040301 Smithfield Posts Sharply Higher Profit

February 24, 2004

Chicago - Smithfield Foods Inc., the nation's largest pork company and a major beef producer, on Tuesday reported sharply higher quarterly earnings, as results from an acquisition more than offset costs associated with the first U.S. case of mad cow disease.

In October 2003, Smithfield bought the hog and pork operations of Farmland Industries, which at the time was the nation's sixth-largest pork producer. That came just before the United States discovered its first case of mad cow disease, which virtually shut down U.S. beef exports.

"Farmland is operating better than anybody at Smithfield Foods had imagined," Smithfield Chairman Joseph Luter said during a conference call with analysts.

On Tuesday, the Smithfield, Virginia-based company said it earned $46.1 million, or 41 cents per share, in the third quarter ended Feb. 1, compared with $5.3 million, or 5 cents a share, in the year-earlier period.

Wall Street estimates had averaged 44 cents per share and ranged from 30 to 51 cents per share, according to Reuters Research, a unit of Reuters Group Plc.
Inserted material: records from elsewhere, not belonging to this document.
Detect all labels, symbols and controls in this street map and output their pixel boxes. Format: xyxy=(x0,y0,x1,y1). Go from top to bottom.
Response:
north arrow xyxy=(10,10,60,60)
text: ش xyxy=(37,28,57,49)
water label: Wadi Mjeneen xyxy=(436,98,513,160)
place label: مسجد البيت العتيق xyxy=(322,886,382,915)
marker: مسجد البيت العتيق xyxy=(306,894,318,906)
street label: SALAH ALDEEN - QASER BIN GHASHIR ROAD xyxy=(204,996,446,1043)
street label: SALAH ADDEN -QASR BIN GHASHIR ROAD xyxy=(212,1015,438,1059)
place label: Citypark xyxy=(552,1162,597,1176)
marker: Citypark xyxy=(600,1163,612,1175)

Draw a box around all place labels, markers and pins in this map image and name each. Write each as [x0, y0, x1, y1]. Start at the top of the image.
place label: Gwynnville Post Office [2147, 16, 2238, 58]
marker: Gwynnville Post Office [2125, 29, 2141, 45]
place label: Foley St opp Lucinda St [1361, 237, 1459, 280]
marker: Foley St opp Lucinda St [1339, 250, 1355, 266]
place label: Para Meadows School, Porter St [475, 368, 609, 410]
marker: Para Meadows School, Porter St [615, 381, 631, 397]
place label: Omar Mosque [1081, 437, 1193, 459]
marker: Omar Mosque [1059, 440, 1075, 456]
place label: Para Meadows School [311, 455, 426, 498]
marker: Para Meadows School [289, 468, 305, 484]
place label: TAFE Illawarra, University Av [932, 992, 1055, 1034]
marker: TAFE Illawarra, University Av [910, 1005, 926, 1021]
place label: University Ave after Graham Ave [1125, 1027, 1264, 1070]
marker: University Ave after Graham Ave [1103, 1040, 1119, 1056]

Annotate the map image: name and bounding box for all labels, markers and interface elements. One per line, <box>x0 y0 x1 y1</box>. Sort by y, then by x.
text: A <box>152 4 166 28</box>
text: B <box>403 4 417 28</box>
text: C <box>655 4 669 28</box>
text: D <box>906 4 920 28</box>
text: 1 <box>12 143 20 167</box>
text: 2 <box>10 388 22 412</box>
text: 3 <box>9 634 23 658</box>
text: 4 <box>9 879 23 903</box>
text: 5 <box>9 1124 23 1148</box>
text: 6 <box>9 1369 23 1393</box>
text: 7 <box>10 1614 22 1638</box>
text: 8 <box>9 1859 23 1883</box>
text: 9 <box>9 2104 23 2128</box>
Excluding one-time charges -- including $11 million in costs connected with the case of mad cow disease -- the results exceeded estimates, said Andrew Wolf, consumer analyst with BB&T Capital Markets.

Smithfield said the $11 million covered a reduction in the value of its beef inventory and lower productivity in its beef operations.

"To me it was a little stronger-than-expected quarter," said Wolf, who maintains a buy rating on the shares. Wolf does not own Smithfield stock, but his company may seek banking business with the company.

Shares of Smithfield were down 9 cents to $24.36 in afternoon trading. Analysts said the decline appeared to be due to Mexico on Tuesday joining the list of countries that have banned U.S. poultry because of concerns about recent U.S. cases of avian flu.

Smithfield does not produce chicken, but a ban on U.S. exports of poultry means more competing meat to be sold in the United States, which could hurt prices for beef and pork, analysts said.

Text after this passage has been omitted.